===== SOURCE DATA =====

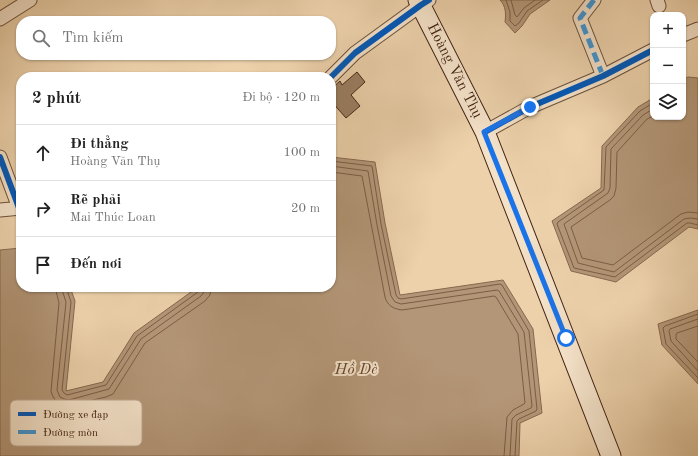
<!DOCTYPE html>
<html lang="vi">
<meta charset="utf-8">
<style>
:root{--surface:#fff;--page:#f6f6f6;--text:#222;--muted:#767676;--line:#e0e0e0}
body{margin:0;font-family:"Old Standard TT",serif;background:var(--page);color:var(--text)}
.controls{position:absolute;right:12px;top:12px;display:grid;overflow:hidden;border-radius:8px;box-shadow:0 1px 3px #0004}
.controls button{width:36px;height:36px;display:grid;place-items:center;padding:0;border:0;border-bottom:1px solid var(--line);background:var(--surface);color:var(--text);font:20px sans-serif}
.stop{position:absolute;width:12px;height:12px;margin:-9px;border:3px solid #1a73e8;border-radius:50%;background:#fff}
.stop.end{background:#1a73e8;border-color:#fff;box-shadow:0 1px 4px #0008}
.list{margin:0;padding:0;list-style:none}
h2{display:flex;justify-content:space-between;align-items:center;height:52px;margin:0;padding:0 16px;font-size:17px}
h2 small{font-size:13px;font-weight:400;color:var(--muted)}
.list li{display:grid;grid-template-columns:26px 1fr auto;gap:12px;align-items:center;box-sizing:border-box;height:56px;padding:0 16px;border-top:1px solid var(--line)}
.list b{display:block;font-size:15px;white-space:nowrap}
.list p{margin:0;font-size:13px;white-space:nowrap;color:var(--muted)}
.list em{font-size:13px;font-style:normal;color:var(--muted)}
.icon{flex:none;width:22px;height:22px;fill:none;stroke:currentColor;stroke-width:2;stroke-linecap:round;stroke-linejoin:round}
.map{position:relative;flex:none;width:698px;height:456px;overflow:hidden}
.search{position:absolute;background:var(--surface);box-shadow:0 1px 3px #0004;left:16px;top:16px;width:320px;height:44px;display:flex;align-items:center;gap:10px;box-sizing:border-box;padding:0 14px;border-radius:16px;color:var(--muted);font-size:15px}
.panel{position:absolute;background:var(--surface);box-shadow:0 1px 3px #0004;left:16px;top:72px;width:320px;height:220px;border-radius:16px}
.map>svg:first-child{display:block}
</style>
<div class="map">
<svg width="698" height="456" viewBox="0 0 698 456">
<rect width="100%" height="100%" fill="#ecd1ab"/>
<filter id="stains"><feTurbulence type="fractalNoise" baseFrequency=".005" numOctaves="4"/><feColorMatrix values="0 0 0 0 .2 0 0 0 0 .09 0 0 0 0 .02 0 0 0 .5 -.17"/></filter>
<radialGradient id="worn" r=".72"><stop offset=".6" stop-color="#630" stop-opacity="0"/><stop offset="1" stop-color="#630" stop-opacity=".3"/></radialGradient>
<path fill="#b39677" stroke="#86684f" d="M 500,0 L 550,0 L 530,14 L 522,26 L 515,33 L 505,22 C 506,14 506,6 500,0 Z
M 688,77 L 698,78 L 698,229 L 689,227 L 616,282 L 571,271 L 552,221 L 601,188 L 602,146 L 638,107 L 653,98 L 653,117 L 683,117 L 683,80 Z
M 331,157 L 375,162 L 385,223 L 400,295 L 503,280 L 533,329 L 542,413 L 520,423 L 519,456 L 0,456 L 0,250 L 21,248 L 21,287 L 70,287 L 75,301 L 66,391 L 103,382 L 134,333 L 198,287 L 331,287 Z
M 698,310 L 698,384 L 662,345 L 658,324 Z"/>
<g fill="none" stroke-linecap="round" stroke-linejoin="round">
<path stroke="#7b5d45" stroke-width="1" d="M 506,0 L 510,12 L 510,21 L 515,26 L 519,23 L 527,11 L 543,0
M 511,0 L 515,15 L 517,17 L 524,8 L 535,0
M 653,103 L 640,111 L 606,147 L 604,190 L 558,222 L 557,224 L 574,268 L 615,277 L 687,223 L 690,223 L 698,225
M 653,109 L 643,115 L 611,149 L 610,188 L 608,193 L 564,224 L 578,263 L 614,272 L 684,219 L 690,218 L 698,219
M 653,116 L 647,119 L 617,152 L 616,188 L 614,196 L 610,200 L 571,227 L 582,258 L 613,265 L 681,214 L 688,212 L 698,213
M 331,161 L 372,166 L 381,224 L 396,295 L 398,298 L 401,299 L 500,284 L 502,285 L 529,331 L 537,409 L 536,411 L 519,419 L 517,421 L 515,456
M 331,166 L 368,171 L 377,225 L 391,296 L 395,302 L 401,304 L 497,290 L 499,291 L 524,332 L 532,406 L 531,408 L 516,415 L 512,419 L 510,456
M 331,172 L 362,176 L 385,297 C 387,305 393,309 402,310 L 494,296 L 496,297 L 518,334 L 525,403 L 524,404 L 513,410 L 507,417 L 504,456
M 55,287 L 59,303 L 51,391 C 53,399 58,405 67,406 L 106,397 L 113,394 L 145,343 L 205,301 L 210,295 L 211,287
M 61,287 L 66,302 L 57,390 L 60,397 L 64,399 L 69,400 L 109,389 L 141,339 L 201,296 L 204,292 L 205,287
M 66,287 L 71,302 L 62,390 L 64,393 L 67,395 L 106,385 L 137,336 L 198,292 L 200,287
M 698,314 L 665,326 L 663,328 L 666,344 L 698,378
M 698,319 L 670,329 L 669,331 L 671,341 L 698,371
M 698,326 L 677,333 L 676,335 L 676,339 L 698,362"/>
</g>
<path fill="#9b7e62" stroke="#432413" d="M 357,72 L 365,82 L 351,95 L 360,106 L 346,118 L 331,101 L 331,89 L 340,81 L 342,85 Z"/>
<g fill="none" stroke-linecap="round" stroke-linejoin="round">
<g stroke="#6d4f39" stroke-width="15">
<path id="street" d="M 594,0 L 580,18 L 603,76
M 657,0 L 659,6
M 0,19 L 30,0
M 683,35 L 698,29
M 331,77 L 355,53 L 421,5 L 429,0
M 485,132 L 530,107 L 603,76 L 653,50
M 0,157 L 19,208
M 0,210 L 21,208"/>
</g>
<g stroke="#432413" stroke-width="21">
<path id="secondary" d="M 418,0 L 485,132 L 611,456"/>
</g>
<use href="#street" stroke="#f3e1c8" stroke-width="13"/>
<use href="#secondary" stroke="#f3e1c8" stroke-width="19"/>
<path stroke="#4095d3" stroke-width="5" stroke-dasharray="10 5" stroke-linecap="butt" d="M 594,0 L 580,18 L 603,76"/>
<g stroke="#f3e1c8" stroke-width="8">
<path id="cycleway" d="M 331,77 L 355,53 L 421,5 L 429,0
M 485,132 L 530,107 L 603,76 L 653,50
M 0,157 L 19,208"/>
</g>
<use href="#cycleway" stroke="#0057b8" stroke-width="6"/>
</g>
<g fill="none" stroke-linecap="round" stroke-linejoin="round">
<path stroke="#1a73e8" stroke-width="5" d="M 530,107 L 484,132 L 566,338"/>
</g>
<g text-anchor="middle" dominant-baseline="central" stroke-width="4" stroke-linejoin="round" paint-order="stroke">
<g font-size="15" fill="#432413" stroke="#f3e1c8">
<text transform="translate(454 71) rotate(63)">Hoàng Văn Thụ</text>
</g>
<g font-size="16" font-style="italic" fill="#654631" stroke="#f3e1c8">
<text x="356" y="370">Hồ Dè</text>
</g>
</g>
<rect x="10" y="400" width="132" height="46" rx="6" fill="#f3e1c8" stroke="#bea892" stroke-width="1"/>
<rect x="18" y="412" width="18" height="4" fill="#0057b8"/>
<rect x="18" y="430" width="18" height="4" fill="#4095d3"/>
<g font-size="11" fill="#432413">
<text x="43" y="418">Đường xe đạp</text>
<text x="43" y="436">Đường mòn</text>
</g>
<rect width="100%" height="100%" filter="url(#stains)"/>
<rect width="100%" height="100%" fill="url(#worn)"/>
</svg>
<div class="controls">
<button>+</button>
<button>−</button>
<button><svg class="icon" aria-label="layers" viewBox="0 0 24 24"><path d="M12 4l9 5-9 5-9-5zM3 14l9 5 9-5"/></svg></button>
</div>
<div class="stop" style="left:566px;top:338px"></div>
<div class="stop end" style="left:530px;top:107px"></div>
<div class="search"><svg class="icon" aria-label="search" viewBox="0 0 24 24"><circle cx="10" cy="10" r="6"/><path d="M15 15l6 6"/></svg>Tìm kiếm</div>
<section class="panel">
<h2>2 phút<small>Đi bộ · 120 m</small></h2>
<ul class="list">
<li><svg class="icon" aria-label="ahead" viewBox="0 0 24 24"><path d="M12 20V5M6 11l6-6 6 6"/></svg><div><b>Đi thẳng</b><p>Hoàng Văn Thụ</p></div><em>100 m</em></li>
<li><svg class="icon" aria-label="right" viewBox="0 0 24 24"><path d="M7 20v-9h11M14 6l5 5-5 5"/></svg><div><b>Rẽ phải</b><p>Mai Thúc Loan</p></div><em>20 m</em></li>
<li><svg class="icon" aria-label="arrive" viewBox="0 0 24 24"><path d="M6 21V4h12l-3 4 3 4H6"/></svg><div><b>Đến nơi</b></div></li>
</ul>
</section>
</div>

=====

» EXERCISE OBJECTIVE
Write out only the lines that run from the line containing "M 331,166 L" through the line containing "M 55,287 L 59,303", both included, exactly as they appear above.

» FINISHED EXERCISE
M 331,166 L 368,171 L 377,225 L 391,296 L 395,302 L 401,304 L 497,290 L 499,291 L 524,332 L 532,406 L 531,408 L 516,415 L 512,419 L 510,456
M 331,172 L 362,176 L 385,297 C 387,305 393,309 402,310 L 494,296 L 496,297 L 518,334 L 525,403 L 524,404 L 513,410 L 507,417 L 504,456
M 55,287 L 59,303 L 51,391 C 53,399 58,405 67,406 L 106,397 L 113,394 L 145,343 L 205,301 L 210,295 L 211,287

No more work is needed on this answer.